§ What you will do:
Print out the entries below with no edits.
*** Opening of Material supplied ***
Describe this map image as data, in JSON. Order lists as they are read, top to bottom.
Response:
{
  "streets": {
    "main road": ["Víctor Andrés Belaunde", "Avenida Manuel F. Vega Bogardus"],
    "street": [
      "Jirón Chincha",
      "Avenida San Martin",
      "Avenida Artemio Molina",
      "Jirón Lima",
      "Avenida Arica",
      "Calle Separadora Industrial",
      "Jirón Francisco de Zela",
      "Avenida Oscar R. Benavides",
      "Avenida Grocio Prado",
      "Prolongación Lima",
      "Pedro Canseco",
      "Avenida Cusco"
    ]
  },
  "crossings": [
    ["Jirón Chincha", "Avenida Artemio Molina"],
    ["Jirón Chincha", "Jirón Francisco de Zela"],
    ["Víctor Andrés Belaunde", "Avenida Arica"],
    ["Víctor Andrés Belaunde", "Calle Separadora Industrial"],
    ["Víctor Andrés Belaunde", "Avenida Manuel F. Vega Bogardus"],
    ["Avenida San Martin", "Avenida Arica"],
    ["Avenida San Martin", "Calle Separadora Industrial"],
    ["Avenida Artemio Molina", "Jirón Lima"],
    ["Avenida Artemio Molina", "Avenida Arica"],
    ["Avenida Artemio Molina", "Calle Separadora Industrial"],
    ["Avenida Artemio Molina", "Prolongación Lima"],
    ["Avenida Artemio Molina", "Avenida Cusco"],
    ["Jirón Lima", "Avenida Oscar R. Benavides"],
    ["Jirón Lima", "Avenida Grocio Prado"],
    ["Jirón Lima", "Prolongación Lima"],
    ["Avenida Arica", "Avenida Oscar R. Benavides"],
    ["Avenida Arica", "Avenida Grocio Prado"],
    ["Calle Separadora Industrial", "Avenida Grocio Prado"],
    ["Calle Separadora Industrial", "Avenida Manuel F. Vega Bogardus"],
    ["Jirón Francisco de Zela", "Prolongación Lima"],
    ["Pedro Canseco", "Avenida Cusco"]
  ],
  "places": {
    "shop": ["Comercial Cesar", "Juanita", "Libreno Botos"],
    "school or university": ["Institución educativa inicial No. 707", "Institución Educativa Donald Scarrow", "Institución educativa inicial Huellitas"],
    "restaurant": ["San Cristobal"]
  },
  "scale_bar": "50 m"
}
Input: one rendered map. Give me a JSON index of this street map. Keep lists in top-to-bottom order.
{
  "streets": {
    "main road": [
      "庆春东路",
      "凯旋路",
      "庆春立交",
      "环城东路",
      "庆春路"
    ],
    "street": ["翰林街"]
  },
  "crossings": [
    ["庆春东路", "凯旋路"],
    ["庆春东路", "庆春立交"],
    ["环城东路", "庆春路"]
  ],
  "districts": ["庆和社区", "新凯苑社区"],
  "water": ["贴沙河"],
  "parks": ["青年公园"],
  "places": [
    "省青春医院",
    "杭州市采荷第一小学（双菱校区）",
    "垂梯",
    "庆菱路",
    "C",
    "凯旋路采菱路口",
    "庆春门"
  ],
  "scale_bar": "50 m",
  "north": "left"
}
*** Close of Material supplied ***
§ Response box:
Describe this map image as data, in JSON. Order lists as they are read, top to bottom.
Response:
{
  "streets": {
    "main road": ["Víctor Andrés Belaunde", "Avenida Manuel F. Vega Bogardus"],
    "street": [
      "Jirón Chincha",
      "Avenida San Martin",
      "Avenida Artemio Molina",
      "Jirón Lima",
      "Avenida Arica",
      "Calle Separadora Industrial",
      "Jirón Francisco de Zela",
      "Avenida Oscar R. Benavides",
      "Avenida Grocio Prado",
      "Prolongación Lima",
      "Pedro Canseco",
      "Avenida Cusco"
    ]
  },
  "crossings": [
    ["Jirón Chincha", "Avenida Artemio Molina"],
    ["Jirón Chincha", "Jirón Francisco de Zela"],
    ["Víctor Andrés Belaunde", "Avenida Arica"],
    ["Víctor Andrés Belaunde", "Calle Separadora Industrial"],
    ["Víctor Andrés Belaunde", "Avenida Manuel F. Vega Bogardus"],
    ["Avenida San Martin", "Avenida Arica"],
    ["Avenida San Martin", "Calle Separadora Industrial"],
    ["Avenida Artemio Molina", "Jirón Lima"],
    ["Avenida Artemio Molina", "Avenida Arica"],
    ["Avenida Artemio Molina", "Calle Separadora Industrial"],
    ["Avenida Artemio Molina", "Prolongación Lima"],
    ["Avenida Artemio Molina", "Avenida Cusco"],
    ["Jirón Lima", "Avenida Oscar R. Benavides"],
    ["Jirón Lima", "Avenida Grocio Prado"],
    ["Jirón Lima", "Prolongación Lima"],
    ["Avenida Arica", "Avenida Oscar R. Benavides"],
    ["Avenida Arica", "Avenida Grocio Prado"],
    ["Calle Separadora Industrial", "Avenida Grocio Prado"],
    ["Calle Separadora Industrial", "Avenida Manuel F. Vega Bogardus"],
    ["Jirón Francisco de Zela", "Prolongación Lima"],
    ["Pedro Canseco", "Avenida Cusco"]
  ],
  "places": {
    "shop": ["Comercial Cesar", "Juanita", "Libreno Botos"],
    "school or university": ["Institución educativa inicial No. 707", "Institución Educativa Donald Scarrow", "Institución educativa inicial Huellitas"],
    "restaurant": ["San Cristobal"]
  },
  "scale_bar": "50 m"
}
Input: one rendered map. Give me a JSON index of this street map. Keep lists in top-to-bottom order.
{
  "streets": {
    "main road": [
      "庆春东路",
      "凯旋路",
      "庆春立交",
      "环城东路",
      "庆春路"
    ],
    "street": ["翰林街"]
  },
  "crossings": [
    ["庆春东路", "凯旋路"],
    ["庆春东路", "庆春立交"],
    ["环城东路", "庆春路"]
  ],
  "districts": ["庆和社区", "新凯苑社区"],
  "water": ["贴沙河"],
  "parks": ["青年公园"],
  "places": [
    "省青春医院",
    "杭州市采荷第一小学（双菱校区）",
    "垂梯",
    "庆菱路",
    "C",
    "凯旋路采菱路口",
    "庆春门"
  ],
  "scale_bar": "50 m",
  "north": "left"
}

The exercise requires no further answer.